→ EXERCISE GOAL
In the entries that follow, find every line containing "this" and copy it.

→ RECORD SET
☆ ☆ ☆

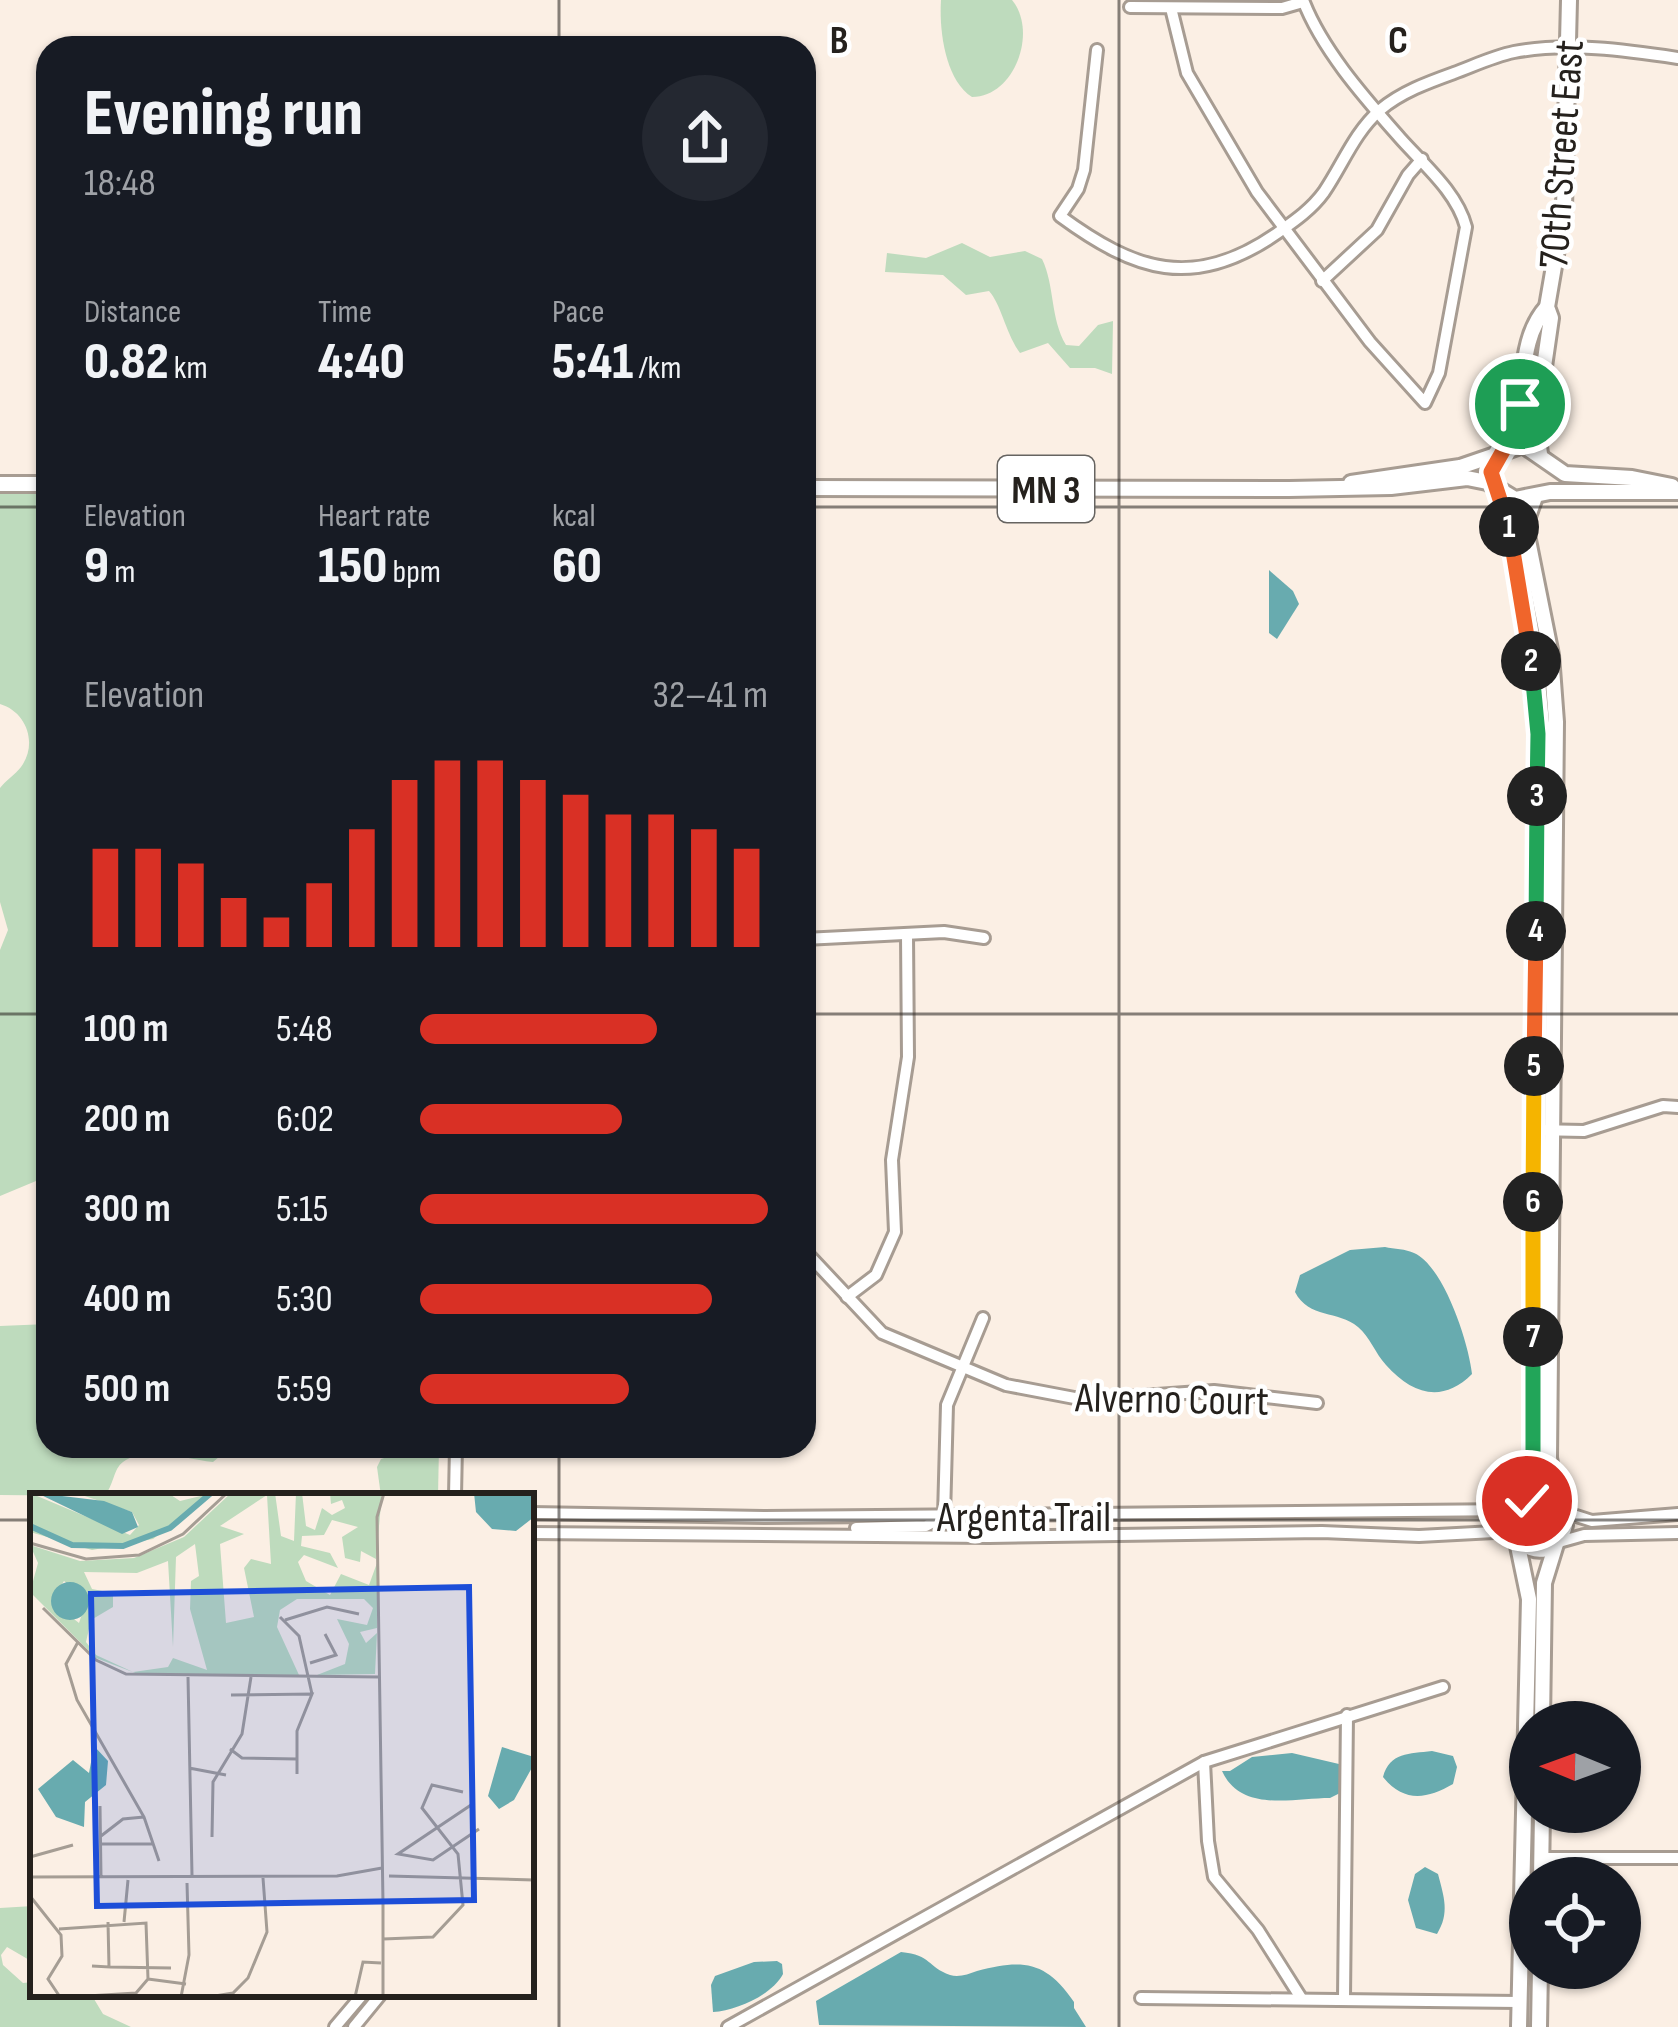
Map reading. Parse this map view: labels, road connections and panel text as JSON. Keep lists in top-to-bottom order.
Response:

☆ ☆ ☆

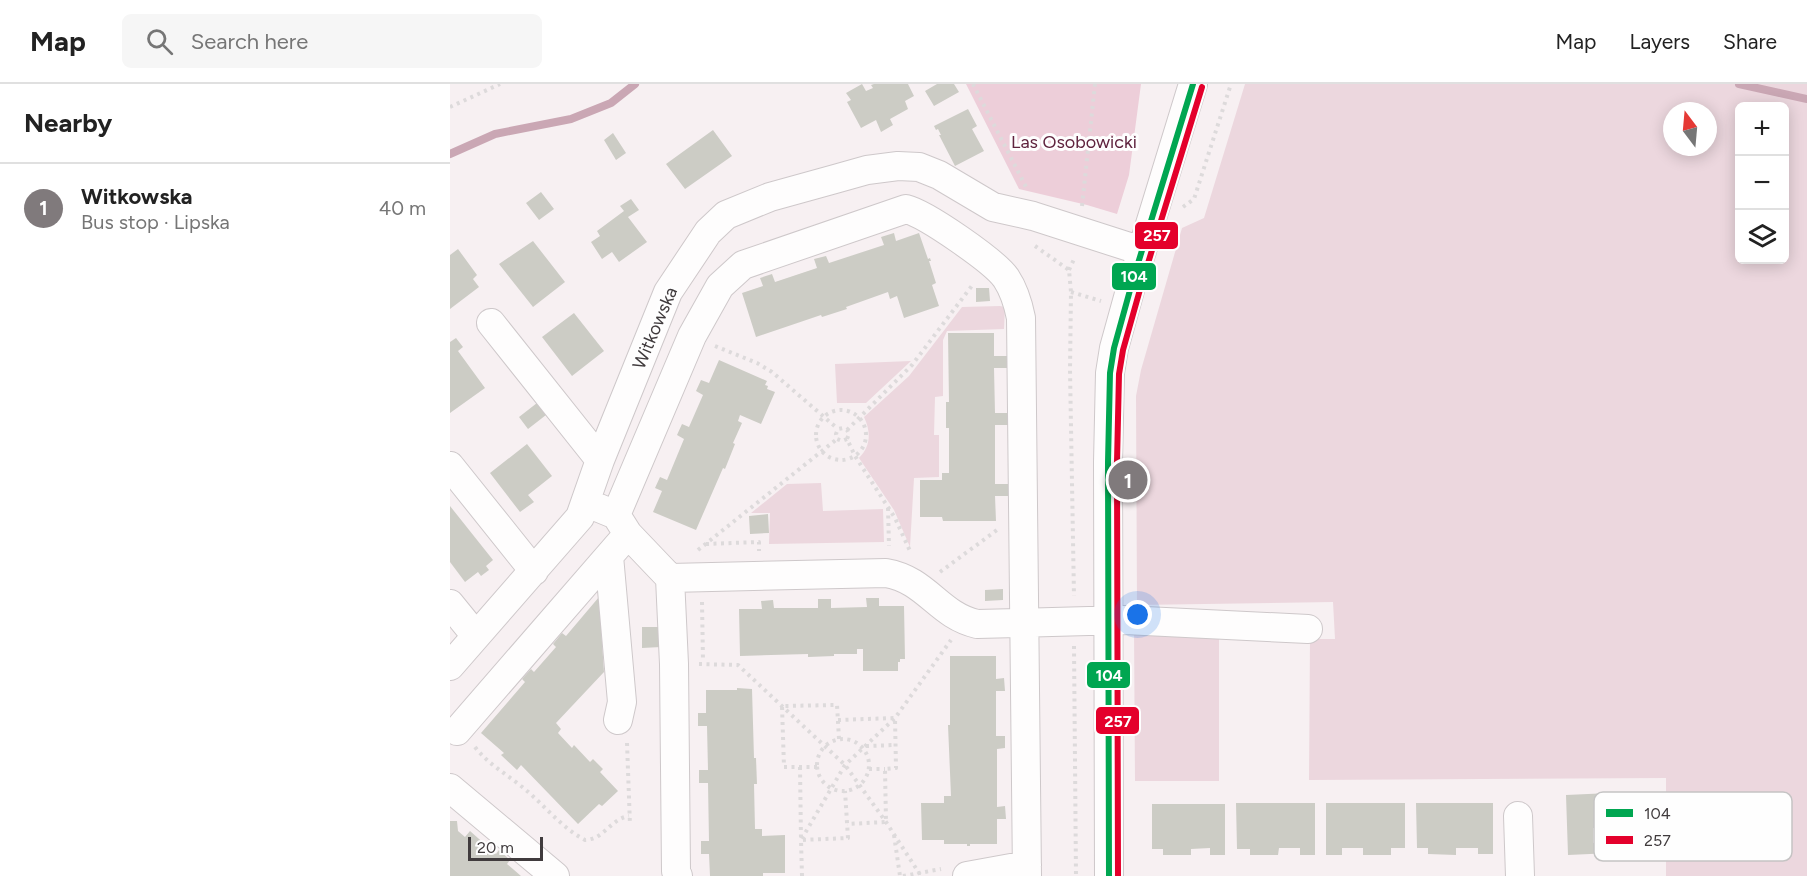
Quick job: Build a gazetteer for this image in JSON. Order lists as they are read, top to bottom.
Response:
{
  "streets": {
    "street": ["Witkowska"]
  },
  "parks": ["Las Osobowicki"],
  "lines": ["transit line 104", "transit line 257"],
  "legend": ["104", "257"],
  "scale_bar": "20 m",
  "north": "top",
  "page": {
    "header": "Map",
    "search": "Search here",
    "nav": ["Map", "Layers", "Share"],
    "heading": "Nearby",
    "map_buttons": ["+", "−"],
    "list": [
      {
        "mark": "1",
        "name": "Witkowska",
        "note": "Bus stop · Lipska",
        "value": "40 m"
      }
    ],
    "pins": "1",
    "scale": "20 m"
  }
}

☆ ☆ ☆

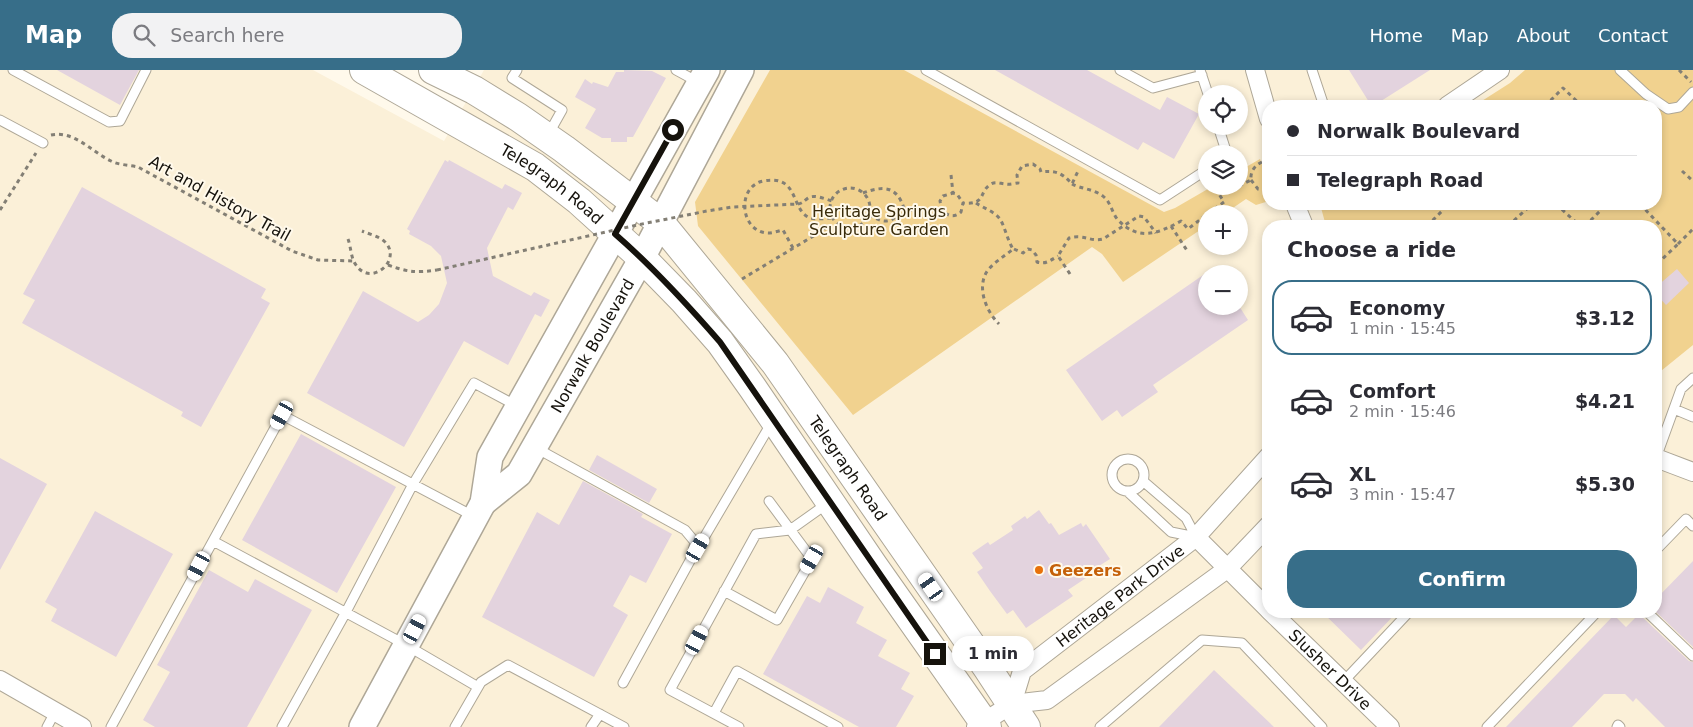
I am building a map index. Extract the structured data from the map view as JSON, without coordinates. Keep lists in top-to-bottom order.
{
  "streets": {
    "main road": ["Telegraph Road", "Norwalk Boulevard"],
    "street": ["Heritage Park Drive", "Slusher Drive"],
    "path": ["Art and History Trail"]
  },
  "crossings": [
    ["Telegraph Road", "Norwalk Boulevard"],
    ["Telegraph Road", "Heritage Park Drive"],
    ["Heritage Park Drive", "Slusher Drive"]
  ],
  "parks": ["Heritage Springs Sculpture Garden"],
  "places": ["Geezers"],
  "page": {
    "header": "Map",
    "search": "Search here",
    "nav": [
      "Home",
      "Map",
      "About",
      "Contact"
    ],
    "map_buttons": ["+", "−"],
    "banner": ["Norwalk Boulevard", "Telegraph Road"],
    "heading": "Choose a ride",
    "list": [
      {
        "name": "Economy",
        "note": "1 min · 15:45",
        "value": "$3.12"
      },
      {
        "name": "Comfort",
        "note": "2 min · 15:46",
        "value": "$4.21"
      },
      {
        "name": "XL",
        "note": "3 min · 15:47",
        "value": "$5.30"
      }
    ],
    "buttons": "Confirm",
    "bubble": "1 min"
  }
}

☆ ☆ ☆

→ EXERCISE RESULT
Map reading. Parse this map view: labels, road connections and panel text as JSON. Keep lists in top-to-bottom order.
Quick job: Build a gazetteer for this image in JSON. Order lists as they are read, top to bottom.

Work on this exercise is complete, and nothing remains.